INSTRUCTIONS TO FOLLOW ▸
The answer must consist solely of the line containing "I am building a map index. Read" and every line after it in the records below, through the last, each reproduced exactly.

_ _ _ _

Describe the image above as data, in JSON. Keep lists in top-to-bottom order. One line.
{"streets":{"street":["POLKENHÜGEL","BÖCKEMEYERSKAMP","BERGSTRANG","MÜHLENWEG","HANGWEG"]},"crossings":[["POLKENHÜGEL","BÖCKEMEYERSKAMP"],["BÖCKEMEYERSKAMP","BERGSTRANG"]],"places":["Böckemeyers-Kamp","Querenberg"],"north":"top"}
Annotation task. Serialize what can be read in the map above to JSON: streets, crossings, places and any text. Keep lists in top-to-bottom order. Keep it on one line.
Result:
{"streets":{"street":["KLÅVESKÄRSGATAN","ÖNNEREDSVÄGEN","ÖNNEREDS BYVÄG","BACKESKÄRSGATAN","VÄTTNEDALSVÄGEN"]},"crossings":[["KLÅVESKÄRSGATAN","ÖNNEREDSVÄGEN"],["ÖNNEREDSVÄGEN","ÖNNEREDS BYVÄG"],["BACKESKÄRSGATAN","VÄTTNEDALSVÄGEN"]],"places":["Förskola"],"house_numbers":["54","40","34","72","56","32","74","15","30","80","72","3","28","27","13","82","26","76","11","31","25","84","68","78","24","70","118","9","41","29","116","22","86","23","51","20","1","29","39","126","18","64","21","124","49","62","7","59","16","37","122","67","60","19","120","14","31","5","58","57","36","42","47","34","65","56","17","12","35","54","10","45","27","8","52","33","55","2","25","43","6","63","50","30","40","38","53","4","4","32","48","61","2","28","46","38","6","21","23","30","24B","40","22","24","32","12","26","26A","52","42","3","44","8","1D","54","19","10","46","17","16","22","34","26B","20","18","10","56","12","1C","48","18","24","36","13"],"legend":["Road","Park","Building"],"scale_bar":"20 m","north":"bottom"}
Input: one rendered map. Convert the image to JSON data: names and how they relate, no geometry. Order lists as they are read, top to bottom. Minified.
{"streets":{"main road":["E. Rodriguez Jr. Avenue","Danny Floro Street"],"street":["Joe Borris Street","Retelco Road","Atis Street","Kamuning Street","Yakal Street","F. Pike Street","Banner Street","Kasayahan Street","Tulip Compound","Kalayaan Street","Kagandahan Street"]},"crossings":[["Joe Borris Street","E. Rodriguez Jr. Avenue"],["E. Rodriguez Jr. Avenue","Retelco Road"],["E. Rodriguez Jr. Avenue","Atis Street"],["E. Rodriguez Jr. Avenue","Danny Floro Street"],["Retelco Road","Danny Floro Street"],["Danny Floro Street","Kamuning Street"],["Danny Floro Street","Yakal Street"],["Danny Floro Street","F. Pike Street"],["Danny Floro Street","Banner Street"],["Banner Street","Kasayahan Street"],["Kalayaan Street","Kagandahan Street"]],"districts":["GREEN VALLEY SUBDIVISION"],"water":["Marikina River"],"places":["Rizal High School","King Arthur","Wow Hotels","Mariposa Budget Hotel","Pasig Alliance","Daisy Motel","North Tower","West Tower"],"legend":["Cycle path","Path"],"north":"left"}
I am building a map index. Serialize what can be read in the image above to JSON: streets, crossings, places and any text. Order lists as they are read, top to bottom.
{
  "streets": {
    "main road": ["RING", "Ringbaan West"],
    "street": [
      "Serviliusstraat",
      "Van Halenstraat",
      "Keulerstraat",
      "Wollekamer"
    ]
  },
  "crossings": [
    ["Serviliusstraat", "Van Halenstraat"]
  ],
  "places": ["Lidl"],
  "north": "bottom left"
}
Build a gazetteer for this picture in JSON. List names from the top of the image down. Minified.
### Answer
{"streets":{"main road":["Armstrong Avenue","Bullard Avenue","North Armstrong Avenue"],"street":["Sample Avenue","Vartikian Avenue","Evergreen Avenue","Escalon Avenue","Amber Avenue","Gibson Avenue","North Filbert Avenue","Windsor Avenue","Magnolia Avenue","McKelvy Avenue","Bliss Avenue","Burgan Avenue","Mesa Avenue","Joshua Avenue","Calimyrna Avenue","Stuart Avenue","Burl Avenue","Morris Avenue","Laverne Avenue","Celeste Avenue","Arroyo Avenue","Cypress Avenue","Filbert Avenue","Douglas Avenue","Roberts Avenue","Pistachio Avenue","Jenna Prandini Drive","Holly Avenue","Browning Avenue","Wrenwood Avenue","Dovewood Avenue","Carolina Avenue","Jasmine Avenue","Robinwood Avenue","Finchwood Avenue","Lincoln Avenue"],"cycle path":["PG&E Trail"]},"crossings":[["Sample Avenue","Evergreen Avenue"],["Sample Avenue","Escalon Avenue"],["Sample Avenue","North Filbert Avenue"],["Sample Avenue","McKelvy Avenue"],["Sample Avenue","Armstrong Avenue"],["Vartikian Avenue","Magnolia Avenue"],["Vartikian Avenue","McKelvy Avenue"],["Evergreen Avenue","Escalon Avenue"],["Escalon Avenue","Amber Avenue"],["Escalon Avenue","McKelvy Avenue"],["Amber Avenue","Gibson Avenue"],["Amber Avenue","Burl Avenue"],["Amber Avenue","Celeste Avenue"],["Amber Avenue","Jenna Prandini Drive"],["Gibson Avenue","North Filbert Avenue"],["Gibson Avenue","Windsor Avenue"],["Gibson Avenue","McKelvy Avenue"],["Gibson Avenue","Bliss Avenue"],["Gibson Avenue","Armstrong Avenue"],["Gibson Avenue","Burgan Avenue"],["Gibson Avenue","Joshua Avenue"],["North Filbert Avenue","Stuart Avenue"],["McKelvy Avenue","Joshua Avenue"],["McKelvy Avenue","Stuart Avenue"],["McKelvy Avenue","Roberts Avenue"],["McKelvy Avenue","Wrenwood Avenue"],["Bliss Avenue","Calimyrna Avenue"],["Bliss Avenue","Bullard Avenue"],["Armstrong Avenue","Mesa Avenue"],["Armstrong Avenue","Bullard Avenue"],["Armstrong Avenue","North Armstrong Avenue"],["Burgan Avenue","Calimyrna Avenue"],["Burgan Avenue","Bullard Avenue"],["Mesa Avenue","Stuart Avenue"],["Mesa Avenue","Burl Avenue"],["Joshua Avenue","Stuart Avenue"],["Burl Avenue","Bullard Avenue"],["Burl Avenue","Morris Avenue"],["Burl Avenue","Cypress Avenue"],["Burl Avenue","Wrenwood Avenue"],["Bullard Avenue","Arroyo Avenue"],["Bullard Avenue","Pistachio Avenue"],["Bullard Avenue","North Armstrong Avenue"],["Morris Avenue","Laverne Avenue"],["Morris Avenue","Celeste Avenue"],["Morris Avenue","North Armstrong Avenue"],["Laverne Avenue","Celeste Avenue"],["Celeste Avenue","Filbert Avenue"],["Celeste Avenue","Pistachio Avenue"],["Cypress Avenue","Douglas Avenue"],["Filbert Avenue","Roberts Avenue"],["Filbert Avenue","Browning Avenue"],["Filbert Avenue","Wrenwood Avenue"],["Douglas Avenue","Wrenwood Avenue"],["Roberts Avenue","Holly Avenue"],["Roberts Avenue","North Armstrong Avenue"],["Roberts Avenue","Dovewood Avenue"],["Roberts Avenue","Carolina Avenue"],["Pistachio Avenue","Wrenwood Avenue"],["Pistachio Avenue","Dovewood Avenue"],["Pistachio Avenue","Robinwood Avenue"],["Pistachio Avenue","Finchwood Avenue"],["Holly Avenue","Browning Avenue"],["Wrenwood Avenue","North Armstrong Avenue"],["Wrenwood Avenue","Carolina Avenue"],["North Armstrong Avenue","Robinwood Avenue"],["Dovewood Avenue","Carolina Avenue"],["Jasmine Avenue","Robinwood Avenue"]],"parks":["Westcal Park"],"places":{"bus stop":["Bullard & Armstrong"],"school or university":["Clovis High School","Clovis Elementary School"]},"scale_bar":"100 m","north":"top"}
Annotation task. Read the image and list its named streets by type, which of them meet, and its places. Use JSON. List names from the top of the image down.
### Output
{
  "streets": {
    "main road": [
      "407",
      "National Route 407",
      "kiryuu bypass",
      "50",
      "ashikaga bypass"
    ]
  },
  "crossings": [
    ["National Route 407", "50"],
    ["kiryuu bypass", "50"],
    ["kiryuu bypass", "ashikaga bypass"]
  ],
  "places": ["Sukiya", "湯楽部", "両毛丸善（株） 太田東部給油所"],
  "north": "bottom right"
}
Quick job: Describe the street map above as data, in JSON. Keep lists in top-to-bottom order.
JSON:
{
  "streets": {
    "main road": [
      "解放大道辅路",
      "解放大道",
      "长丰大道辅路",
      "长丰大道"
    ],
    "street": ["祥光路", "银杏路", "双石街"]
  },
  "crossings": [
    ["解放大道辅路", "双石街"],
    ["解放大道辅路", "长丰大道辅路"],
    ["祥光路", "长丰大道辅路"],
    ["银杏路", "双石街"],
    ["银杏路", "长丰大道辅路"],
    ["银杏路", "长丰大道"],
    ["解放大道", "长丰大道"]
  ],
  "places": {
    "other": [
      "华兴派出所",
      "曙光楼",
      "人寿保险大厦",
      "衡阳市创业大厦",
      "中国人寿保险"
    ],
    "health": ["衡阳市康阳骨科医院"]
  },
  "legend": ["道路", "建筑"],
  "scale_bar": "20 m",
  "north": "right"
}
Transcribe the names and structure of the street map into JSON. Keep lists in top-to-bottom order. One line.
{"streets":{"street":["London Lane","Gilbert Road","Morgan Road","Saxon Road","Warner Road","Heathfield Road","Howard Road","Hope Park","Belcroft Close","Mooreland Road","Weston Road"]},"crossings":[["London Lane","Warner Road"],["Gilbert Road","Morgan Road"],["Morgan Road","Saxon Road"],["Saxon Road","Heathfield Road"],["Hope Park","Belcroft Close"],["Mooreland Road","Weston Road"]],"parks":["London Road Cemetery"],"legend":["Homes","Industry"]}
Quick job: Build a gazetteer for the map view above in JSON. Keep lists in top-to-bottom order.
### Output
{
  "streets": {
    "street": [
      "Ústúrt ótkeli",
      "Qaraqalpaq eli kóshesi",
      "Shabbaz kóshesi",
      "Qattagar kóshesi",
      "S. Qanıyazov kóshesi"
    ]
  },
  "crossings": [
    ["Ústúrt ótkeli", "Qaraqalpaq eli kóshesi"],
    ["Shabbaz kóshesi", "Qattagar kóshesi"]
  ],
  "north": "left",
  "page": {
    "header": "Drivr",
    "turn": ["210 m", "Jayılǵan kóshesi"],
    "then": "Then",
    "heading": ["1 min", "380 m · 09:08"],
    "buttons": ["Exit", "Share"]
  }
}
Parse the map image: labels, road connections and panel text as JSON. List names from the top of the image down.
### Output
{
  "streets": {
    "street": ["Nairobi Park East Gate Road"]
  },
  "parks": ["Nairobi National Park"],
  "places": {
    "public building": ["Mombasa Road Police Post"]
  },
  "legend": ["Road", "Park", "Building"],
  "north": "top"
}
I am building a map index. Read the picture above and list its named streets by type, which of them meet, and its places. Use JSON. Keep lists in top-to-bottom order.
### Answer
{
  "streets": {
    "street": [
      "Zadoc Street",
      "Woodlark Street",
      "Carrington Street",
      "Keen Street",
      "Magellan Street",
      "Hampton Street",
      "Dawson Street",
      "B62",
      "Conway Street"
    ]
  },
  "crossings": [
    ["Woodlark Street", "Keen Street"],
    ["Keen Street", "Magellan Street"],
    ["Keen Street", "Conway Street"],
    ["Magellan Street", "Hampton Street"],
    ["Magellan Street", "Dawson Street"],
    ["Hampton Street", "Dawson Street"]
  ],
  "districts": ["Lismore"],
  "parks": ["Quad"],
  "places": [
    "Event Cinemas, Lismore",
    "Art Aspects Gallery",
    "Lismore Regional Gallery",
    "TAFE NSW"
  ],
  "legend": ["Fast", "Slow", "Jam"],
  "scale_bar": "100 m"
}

_ _ _ _

RESULT ▸
I am building a map index. Read the picture above and list its named streets by type, which of them meet, and its places. Use JSON. Keep lists in top-to-bottom order.
### Answer
{
  "streets": {
    "street": [
      "Zadoc Street",
      "Woodlark Street",
      "Carrington Street",
      "Keen Street",
      "Magellan Street",
      "Hampton Street",
      "Dawson Street",
      "B62",
      "Conway Street"
    ]
  },
  "crossings": [
    ["Woodlark Street", "Keen Street"],
    ["Keen Street", "Magellan Street"],
    ["Keen Street", "Conway Street"],
    ["Magellan Street", "Hampton Street"],
    ["Magellan Street", "Dawson Street"],
    ["Hampton Street", "Dawson Street"]
  ],
  "districts": ["Lismore"],
  "parks": ["Quad"],
  "places": [
    "Event Cinemas, Lismore",
    "Art Aspects Gallery",
    "Lismore Regional Gallery",
    "TAFE NSW"
  ],
  "legend": ["Fast", "Slow", "Jam"],
  "scale_bar": "100 m"
}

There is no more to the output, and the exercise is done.